What needs to be done: Where does the string "const" occur in the records? Copy each line that holds it.

[[ Material for this task, beginning ]]

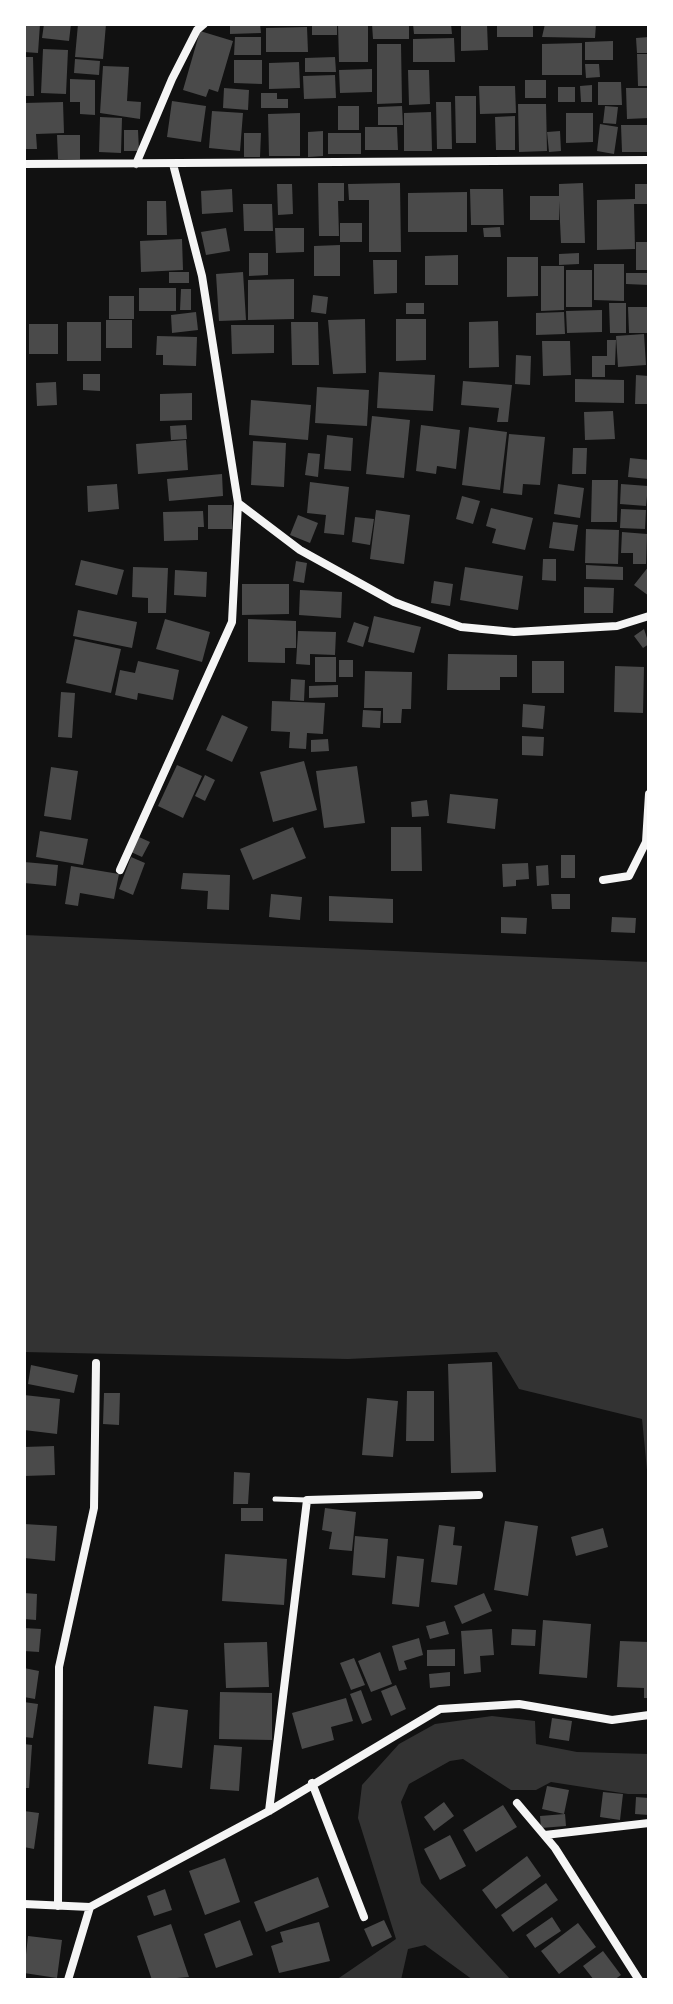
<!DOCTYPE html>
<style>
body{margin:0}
#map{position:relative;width:673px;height:2004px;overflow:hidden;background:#111;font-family:Arial,sans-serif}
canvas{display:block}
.frame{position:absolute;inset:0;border:26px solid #fff;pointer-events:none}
</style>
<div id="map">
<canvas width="673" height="2004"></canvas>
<div class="frame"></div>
</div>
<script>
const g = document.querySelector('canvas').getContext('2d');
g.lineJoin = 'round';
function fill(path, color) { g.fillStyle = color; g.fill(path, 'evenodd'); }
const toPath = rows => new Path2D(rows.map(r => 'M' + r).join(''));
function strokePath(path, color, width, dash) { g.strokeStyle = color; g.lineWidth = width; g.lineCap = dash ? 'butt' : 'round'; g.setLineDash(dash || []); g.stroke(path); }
fill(toPath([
 [24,935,649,962,649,1490,642,1419,519,1389,497,1352,348,1359,24,1352],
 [492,1716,535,1721,536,1744,577,1752,649,1754,649,1794,628,1794,551,1782,536,1790,511,1790,463,1759,450,1761,409,1784,401,1802,421,1883,511,1980,473,1980,425,1945,408,1949,401,1980,336,1980,396,1939,358,1818,362,1785,399,1744,435,1724]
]), '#333');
fill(toPath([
 [24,24,40,24,38,53,24,52],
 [44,24,71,24,69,41,42,38],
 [78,24,106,24,103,59,75,57],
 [230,24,260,24,261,33,230,34],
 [312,24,337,24,337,35,312,35],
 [338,24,368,24,368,62,339,62],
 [372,24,409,24,409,39,373,39],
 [413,24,451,24,452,34,414,34],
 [461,24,487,24,488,50,461,51],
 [497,24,533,24,533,37,497,37],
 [545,24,596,24,595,38,542,37],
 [307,27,308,52,266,52,266,28],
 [200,31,233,41,218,92,209,89,206,97,183,90],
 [235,37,261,37,261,55,234,55],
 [649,37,649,53,637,53,636,38],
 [454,38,455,62,413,62,413,39],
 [613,41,613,60,585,60,585,42],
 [582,43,582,75,542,75,542,44],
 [377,44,401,44,402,103,377,104],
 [43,49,68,50,66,94,41,93],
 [637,54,649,54,649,86,638,86],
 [24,57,33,57,34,96,24,96],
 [335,57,336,72,305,72,305,58],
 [75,59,100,61,99,75,74,73],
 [234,60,262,60,262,84,234,83],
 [299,62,300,88,269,89,269,63],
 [585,64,599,64,600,77,586,78],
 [103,66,129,67,127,101,141,102,140,119,100,113],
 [372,69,372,92,340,93,339,70],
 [408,70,429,70,430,104,409,105],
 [335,75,336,98,304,99,303,76],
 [70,79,95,80,95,115,80,114,80,102,70,102],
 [525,80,546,80,546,98,525,98],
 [598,82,621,82,622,105,598,105],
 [592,85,592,102,581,102,580,86],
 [479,86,515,86,516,113,480,114],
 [558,87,575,87,575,102,558,102],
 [224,88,249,90,248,110,223,108],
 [626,88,649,88,649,118,627,119],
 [261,93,277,93,277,99,288,99,288,108,261,108],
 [455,96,476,96,476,143,456,143],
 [172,101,206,106,201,142,167,137],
 [63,102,64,133,36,134,37,149,24,149,24,103],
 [436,102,451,102,452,149,437,149],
 [518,104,546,104,547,151,519,152],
 [338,106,359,106,359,130,338,130],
 [402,106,403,125,378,125,378,107],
 [605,106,618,107,616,124,603,123],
 [212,111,243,113,240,151,209,148],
 [431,112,432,151,404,151,404,113],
 [300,113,300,156,269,156,268,114],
 [566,113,593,113,593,142,566,143],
 [515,116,515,150,496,150,495,117],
 [100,117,122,118,121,153,99,152],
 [600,124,618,127,614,154,597,151],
 [621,125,649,125,649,152,622,152],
 [365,127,397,127,398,150,365,150],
 [124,130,138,130,139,151,124,151],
 [323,131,323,156,308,157,308,132],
 [560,131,561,151,549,152,547,132],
 [244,133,261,133,260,157,244,157],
 [328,133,361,133,361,154,328,154],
 [57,135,80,135,80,159,58,159],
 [318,183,344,183,344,201,338,201,339,236,319,236],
 [400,183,401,252,369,252,369,200,349,200,348,184],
 [583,183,585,243,561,243,559,201,559,220,530,220,530,196,559,196,559,184],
 [277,184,292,184,293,214,278,215],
 [635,184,649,184,649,204,634,204,635,249,597,250,597,200,635,199],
 [232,189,233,212,202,214,201,191],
 [470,189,503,189,504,225,471,225],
 [467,192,467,232,408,232,408,193],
 [147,201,166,201,167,235,147,235],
 [243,204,272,204,273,231,244,231],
 [340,223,362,223,362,242,340,242],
 [500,227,501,237,484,237,483,228],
 [226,228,230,251,206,255,201,232],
 [275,228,304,228,304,252,276,253],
 [182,239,183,270,141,272,140,241],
 [636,242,649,242,649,270,636,270],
 [340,245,340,276,314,276,314,246],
 [249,253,268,253,268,275,249,276],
 [579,253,579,264,559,265,559,254],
 [458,255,458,285,425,285,425,256],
 [507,257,538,257,538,296,507,297],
 [373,260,397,260,397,293,374,294],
 [594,264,624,264,624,301,594,300],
 [541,266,564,266,564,310,541,311],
 [566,270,592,270,592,307,566,307],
 [169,272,189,272,189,283,169,283],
 [243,272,246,320,219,321,216,274],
 [626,273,649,273,649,285,626,284],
 [294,279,294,319,248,320,248,280],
 [139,288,176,288,176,311,139,311],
 [181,289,191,289,191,310,180,310],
 [313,295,328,297,326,314,311,312],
 [109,296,134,296,134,319,109,319],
 [406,303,424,303,424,314,406,314],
 [609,303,626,303,626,333,610,333],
 [628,307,649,307,649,333,629,333],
 [602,310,602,332,567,333,566,311],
 [196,312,198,330,172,333,171,315],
 [564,312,565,334,536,335,536,313],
 [365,319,366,373,333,374,328,320],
 [396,319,426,319,426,360,396,361],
 [106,320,132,320,132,348,106,348],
 [498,321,499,367,469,368,469,322],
 [67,322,101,322,101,361,67,361],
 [291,322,318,322,319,365,292,365],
 [29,324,58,324,58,354,29,354],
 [231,325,274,325,274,353,232,354],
 [644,334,646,365,618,367,616,336],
 [157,336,197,337,196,366,163,365,163,355,156,355],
 [607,340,616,340,615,365,605,365,605,377,592,377,592,356,607,356],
 [542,341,570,341,571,375,543,376],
 [516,355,531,356,530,385,515,384],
 [379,372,435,375,433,411,377,408],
 [83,374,100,374,100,391,83,390],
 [636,375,649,376,649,404,635,404],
 [575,379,624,380,624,403,575,402],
 [463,381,512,385,508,422,497,422,499,408,461,405],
 [56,382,57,405,37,406,36,383],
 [317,387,369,390,367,426,315,423],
 [192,393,192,420,160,421,160,394],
 [251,400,311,405,308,440,249,435],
 [613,411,615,439,585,440,584,412],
 [372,416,410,420,404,478,366,474],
 [186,425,187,439,171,440,170,426],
 [421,425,460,430,456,469,437,466,436,474,416,471],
 [469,427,507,432,500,490,462,485],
 [509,434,545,437,540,485,523,484,522,495,503,493],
 [327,435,353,438,351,471,324,469],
 [186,440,188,470,138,474,136,444],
 [253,441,286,443,284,487,251,485],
 [573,448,587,448,586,474,572,474],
 [308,453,320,454,318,477,305,475],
 [630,458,649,460,649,479,628,477],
 [222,474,223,496,169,501,167,479],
 [592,480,618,480,617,522,591,522],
 [310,482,349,487,344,535,324,533,326,515,307,513],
 [117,484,119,509,88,512,87,486],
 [558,484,584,488,580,518,554,514],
 [621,484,648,486,646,506,620,504],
 [462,496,480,501,473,524,456,519],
 [208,505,232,505,232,529,208,529],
 [491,508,533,518,525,550,492,543,496,529,486,526],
 [621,509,646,510,645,529,620,528],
 [376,510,410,515,404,564,370,559],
 [203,511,204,527,198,527,198,540,164,541,163,512],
 [298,515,318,523,310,543,290,535],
 [355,517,374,519,370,545,352,542],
 [553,522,578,525,574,551,549,548],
 [586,529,619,530,618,564,585,563],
 [622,532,647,534,646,564,633,564,633,553,621,553],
 [543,559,556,559,556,581,542,580],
 [81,560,124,570,117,595,75,585],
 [296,561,307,563,304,583,293,581],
 [586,565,623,567,623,580,586,579],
 [649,566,649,596,634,585],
 [133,567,168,568,166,613,148,613,148,598,132,597],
 [465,567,523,576,518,610,460,600],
 [175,570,207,572,206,597,174,595],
 [434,581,453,584,450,606,431,603],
 [242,584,289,584,289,614,242,615],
 [584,587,614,588,613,613,584,613],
 [300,590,342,592,341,618,299,615],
 [78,610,137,622,132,648,73,636],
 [374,616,421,627,414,653,368,642],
 [165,619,210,632,202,662,156,649],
 [248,619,296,621,296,648,285,648,285,663,248,662],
 [354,622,369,627,363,647,347,642],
 [644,629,649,644,643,648,634,636],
 [298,631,336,632,335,655,310,654,310,665,296,664],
 [75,639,121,649,111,693,66,683],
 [448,654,517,655,517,677,500,677,500,690,447,690],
 [315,657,336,657,336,682,315,682],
 [339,660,353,660,353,677,339,677],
 [138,661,179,670,173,700,138,693,137,700,115,695,120,670,135,673],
 [532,661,564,661,564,693,532,693],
 [615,666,644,667,643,713,614,712],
 [365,671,412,672,411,709,402,709,401,723,383,723,383,708,364,708],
 [291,679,305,680,304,701,290,700],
 [338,685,338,697,309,698,309,686],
 [61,692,75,693,72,738,58,737],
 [272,701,325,703,323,734,307,733,306,749,289,748,290,732,271,731],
 [523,704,545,706,543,729,522,727],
 [363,710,381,711,380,728,362,727],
 [222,715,248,727,232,762,206,750],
 [522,736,544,737,543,756,522,755],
 [328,739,329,751,311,752,311,740],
 [304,761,317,810,273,822,260,772],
 [177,765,202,776,183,818,158,806],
 [357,766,365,823,324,828,316,771],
 [51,767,78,771,71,820,44,816],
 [205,775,215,780,205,801,195,796],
 [450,794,498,799,495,829,447,823],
 [427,800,429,816,412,817,411,802],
 [293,827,306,858,253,880,240,849],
 [391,827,421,827,422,871,391,871],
 [40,831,88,839,83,865,36,857],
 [139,837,150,842,142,857,131,852],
 [561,855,575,855,575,878,561,878],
 [131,857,145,863,133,895,119,889],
 [24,862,58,865,56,886,24,883],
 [528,863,529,879,516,880,516,886,503,887,502,864],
 [548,865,549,885,537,886,536,866],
 [71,866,119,874,114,899,80,893,78,906,65,904],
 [183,873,230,875,229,910,207,909,208,891,181,889],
 [271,894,302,897,300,920,269,917],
 [551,894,570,894,570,909,552,909],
 [329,896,393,899,393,923,329,921],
 [501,917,527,918,526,934,501,933],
 [612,917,636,918,635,933,611,932],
 [492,1362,496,1472,451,1473,448,1364],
 [31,1365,78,1375,74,1393,28,1384],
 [407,1391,434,1391,434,1441,406,1441],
 [104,1393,120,1393,119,1425,103,1424],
 [24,1395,60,1399,57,1434,24,1430],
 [367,1398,398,1401,393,1457,362,1455],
 [54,1446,55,1475,24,1476,24,1447],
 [234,1472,250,1473,248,1504,233,1504],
 [241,1508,263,1508,263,1521,241,1521],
 [325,1508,356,1512,352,1551,329,1549,332,1532,322,1530],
 [505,1521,538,1526,528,1596,494,1590],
 [24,1524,57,1526,55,1561,24,1558],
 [439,1525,455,1527,453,1545,462,1546,457,1585,431,1582],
 [603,1528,608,1547,576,1556,571,1537],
 [355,1536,388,1539,385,1578,352,1575],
 [225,1554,287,1559,284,1605,222,1601],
 [397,1556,424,1559,419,1607,392,1604],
 [24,1593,37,1594,36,1620,24,1619],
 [484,1593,492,1611,462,1624,454,1606],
 [543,1620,591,1624,587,1678,539,1674],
 [445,1621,449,1634,430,1639,426,1626],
 [24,1628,41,1629,39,1652,24,1651],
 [492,1629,494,1655,480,1656,481,1672,464,1674,461,1631],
 [512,1629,536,1630,535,1646,511,1645],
 [419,1638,423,1655,404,1661,407,1669,399,1671,392,1646],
 [620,1641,649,1642,649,1698,644,1698,644,1688,617,1687],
 [267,1642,269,1687,226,1688,224,1643],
 [455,1649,455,1666,427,1666,427,1650],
 [380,1652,392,1684,371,1692,358,1661],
 [354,1658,365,1685,351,1690,340,1663],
 [24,1668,39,1671,35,1699,24,1697],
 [450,1672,450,1686,430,1688,429,1674],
 [396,1685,406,1709,391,1716,381,1691],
 [361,1690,372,1720,362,1724,350,1694],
 [220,1692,272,1693,272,1740,219,1739],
 [346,1698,353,1721,331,1727,334,1740,302,1749,292,1713],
 [24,1702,38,1704,33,1738,24,1737],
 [154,1706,188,1710,182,1768,148,1764],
 [552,1718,572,1721,569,1741,549,1738],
 [24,1744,32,1745,29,1788,24,1788],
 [214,1745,242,1747,239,1791,210,1789],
 [547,1786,569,1790,564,1814,542,1809],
 [603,1792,623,1794,620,1820,600,1817],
 [636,1797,649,1798,649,1815,635,1814],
 [444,1802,454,1816,434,1831,424,1817],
 [503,1805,517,1827,476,1852,463,1830],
 [24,1811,39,1813,34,1849,24,1847],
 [565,1814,566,1826,541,1828,540,1816],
 [450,1835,466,1866,440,1880,424,1849],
 [527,1856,541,1876,496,1909,482,1890],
 [225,1858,240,1902,205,1915,189,1871],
 [318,1877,329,1907,266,1932,254,1902],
 [546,1883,558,1900,513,1932,501,1915],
 [165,1889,172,1910,154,1916,147,1896],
 [552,1917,561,1931,535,1948,526,1935],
 [240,1920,253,1955,216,1968,204,1934],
 [384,1920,392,1937,372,1947,364,1929],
 [319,1922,330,1961,279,1973,271,1946,283,1942,280,1932],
 [578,1923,596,1947,559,1974,541,1951],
 [171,1924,189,1977,152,1980,137,1936],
 [28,1936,62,1940,57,1978,24,1973],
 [603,1951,621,1975,614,1980,594,1980,583,1966]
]), '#4a4a4a');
strokePath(toPath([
 [275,1499,307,1500]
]), '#f5f5f5', 5);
strokePath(toPath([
 [24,164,649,160],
 [136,164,172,79,197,30,204,24],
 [173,164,202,276,238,503,300,550,394,602,461,627,514,632,617,626,649,616],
 [120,870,232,622,238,503],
 [603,880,629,876,646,842,649,794],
 [312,1783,364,1917],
 [517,1803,555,1848,639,1980],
 [269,1811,307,1500,479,1495],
 [545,1835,649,1823],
 [24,1904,90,1907,269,1811,440,1709,519,1704,612,1720,649,1715],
 [58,1906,59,1667,94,1508,96,1363],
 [68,1980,90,1907]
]), '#f5f5f5', 8);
</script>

[[ Material for this task, end ]]

Result for this task:
const g = document.querySelector('canvas').getContext('2d');
const toPath = rows => new Path2D(rows.map(r => 'M' + r).join(''));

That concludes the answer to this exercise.